Skip the pictures. Give all the data again exactly.

Supplied data START

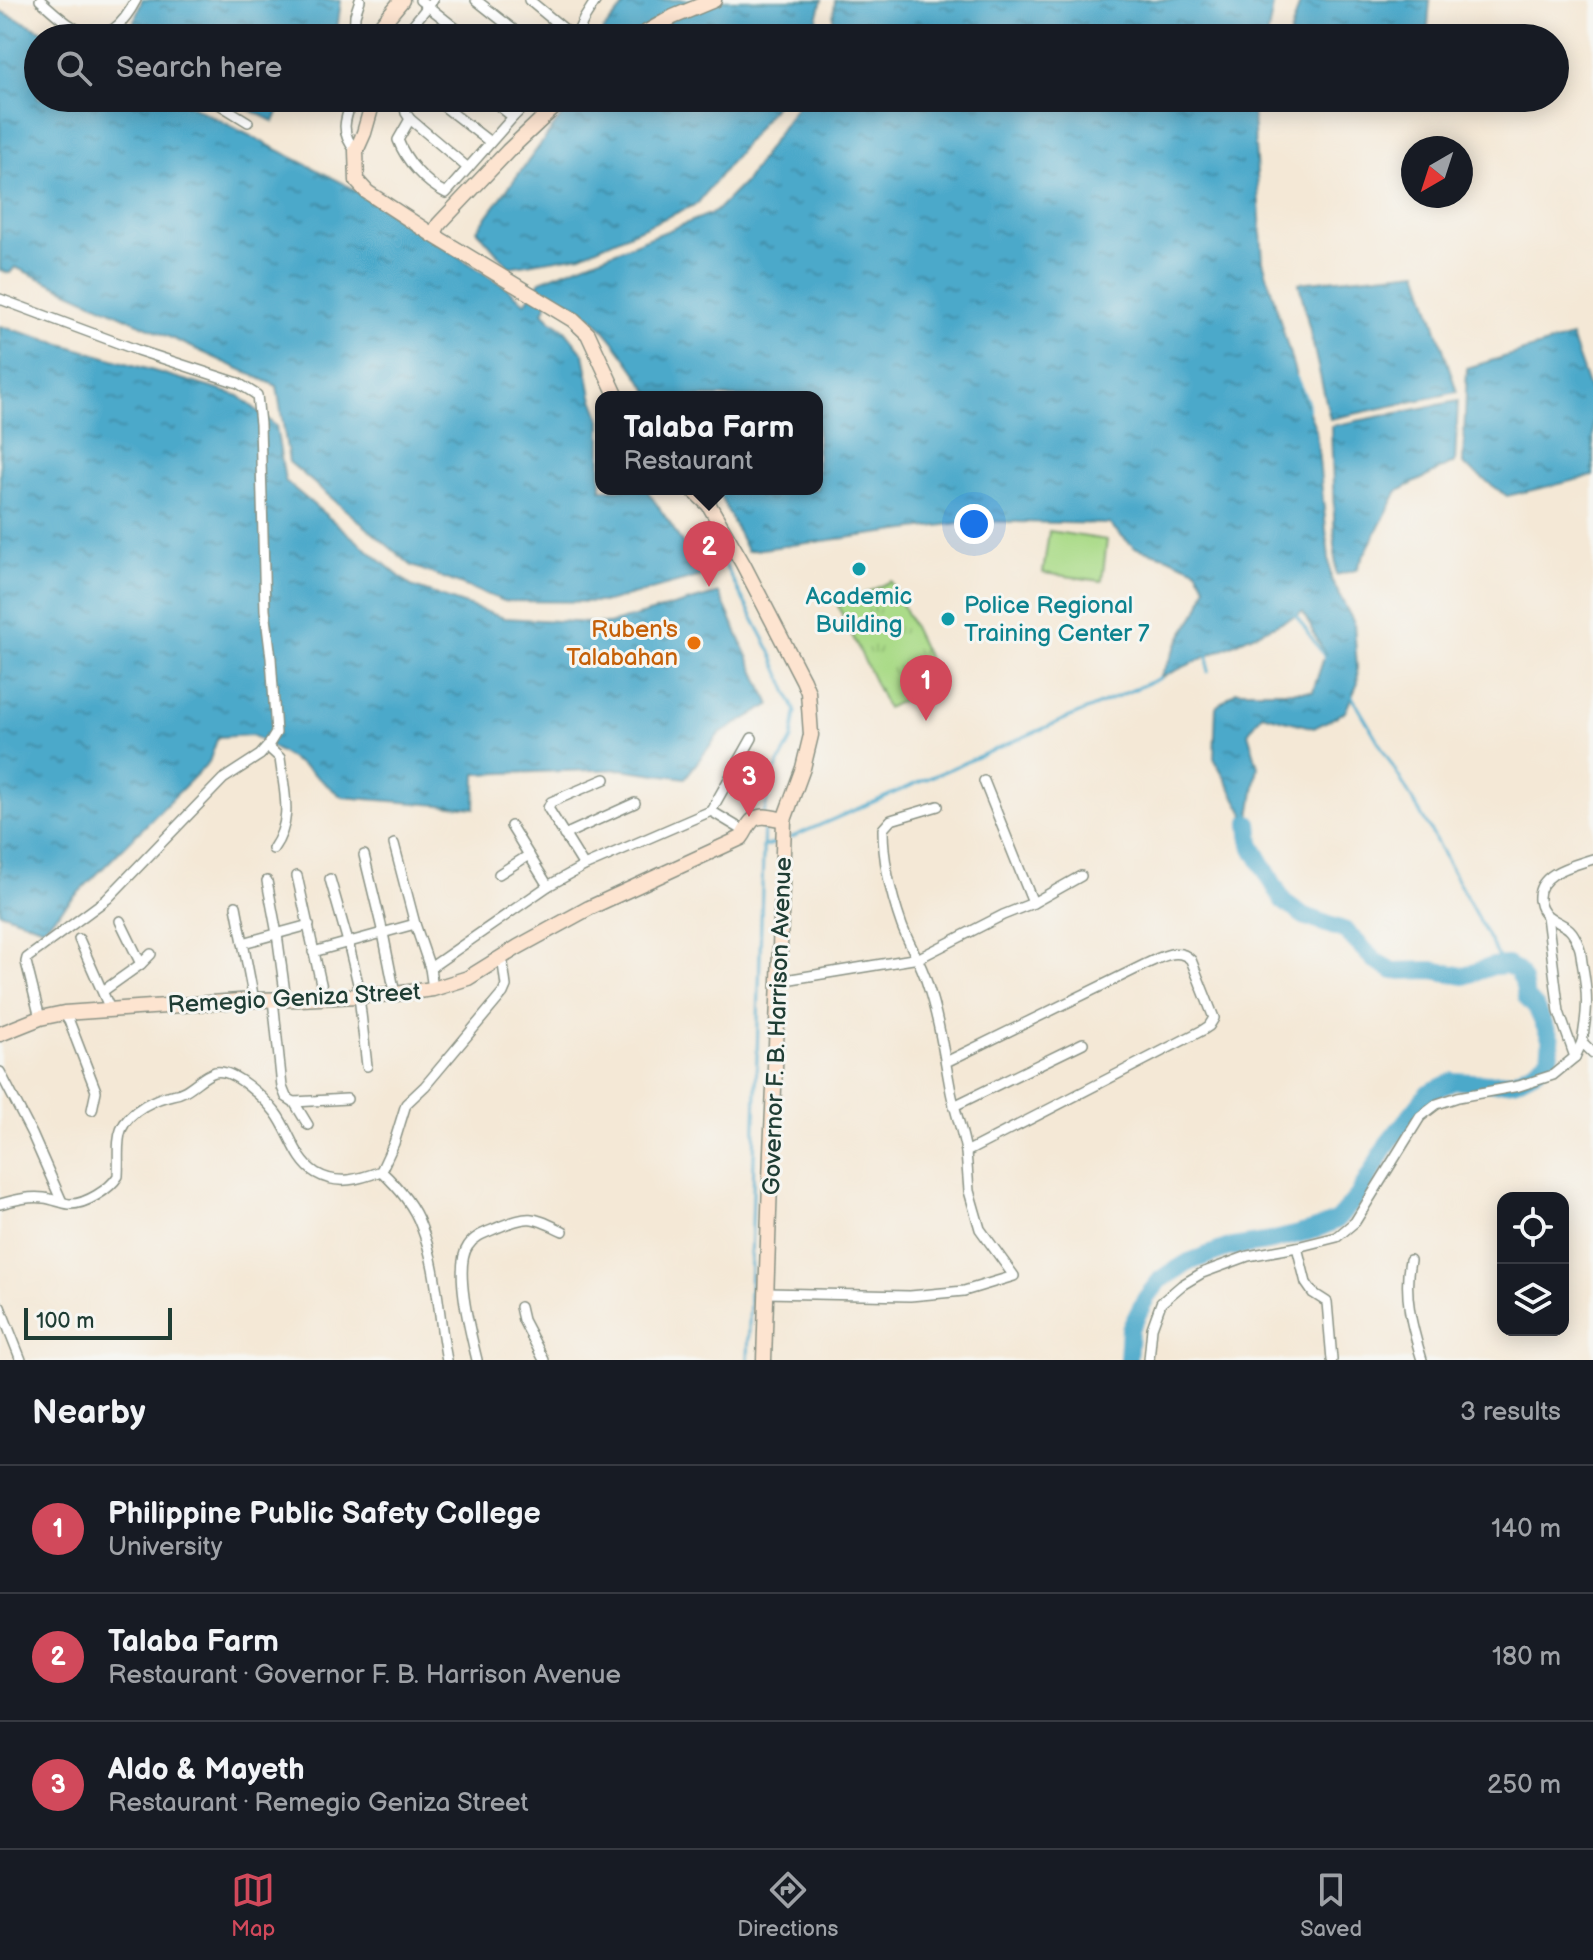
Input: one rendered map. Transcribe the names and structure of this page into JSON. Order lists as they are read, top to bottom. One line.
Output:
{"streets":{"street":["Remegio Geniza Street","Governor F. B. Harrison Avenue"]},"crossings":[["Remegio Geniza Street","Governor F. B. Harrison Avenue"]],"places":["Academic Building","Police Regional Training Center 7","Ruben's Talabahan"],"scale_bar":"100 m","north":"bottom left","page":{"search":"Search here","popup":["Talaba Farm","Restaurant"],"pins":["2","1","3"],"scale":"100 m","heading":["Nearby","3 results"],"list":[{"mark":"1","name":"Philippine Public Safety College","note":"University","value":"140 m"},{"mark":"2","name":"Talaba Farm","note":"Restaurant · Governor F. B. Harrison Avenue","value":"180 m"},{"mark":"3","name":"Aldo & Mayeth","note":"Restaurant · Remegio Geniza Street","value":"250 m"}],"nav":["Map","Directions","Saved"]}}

Supplied data END

Result below ->
Input: one rendered map. Transcribe the names and structure of this page into JSON. Order lists as they are read, top to bottom. One line.
Output:
{"streets":{"street":["Remegio Geniza Street","Governor F. B. Harrison Avenue"]},"crossings":[["Remegio Geniza Street","Governor F. B. Harrison Avenue"]],"places":["Academic Building","Police Regional Training Center 7","Ruben's Talabahan"],"scale_bar":"100 m","north":"bottom left","page":{"search":"Search here","popup":["Talaba Farm","Restaurant"],"pins":["2","1","3"],"scale":"100 m","heading":["Nearby","3 results"],"list":[{"mark":"1","name":"Philippine Public Safety College","note":"University","value":"140 m"},{"mark":"2","name":"Talaba Farm","note":"Restaurant · Governor F. B. Harrison Avenue","value":"180 m"},{"mark":"3","name":"Aldo & Mayeth","note":"Restaurant · Remegio Geniza Street","value":"250 m"}],"nav":["Map","Directions","Saved"]}}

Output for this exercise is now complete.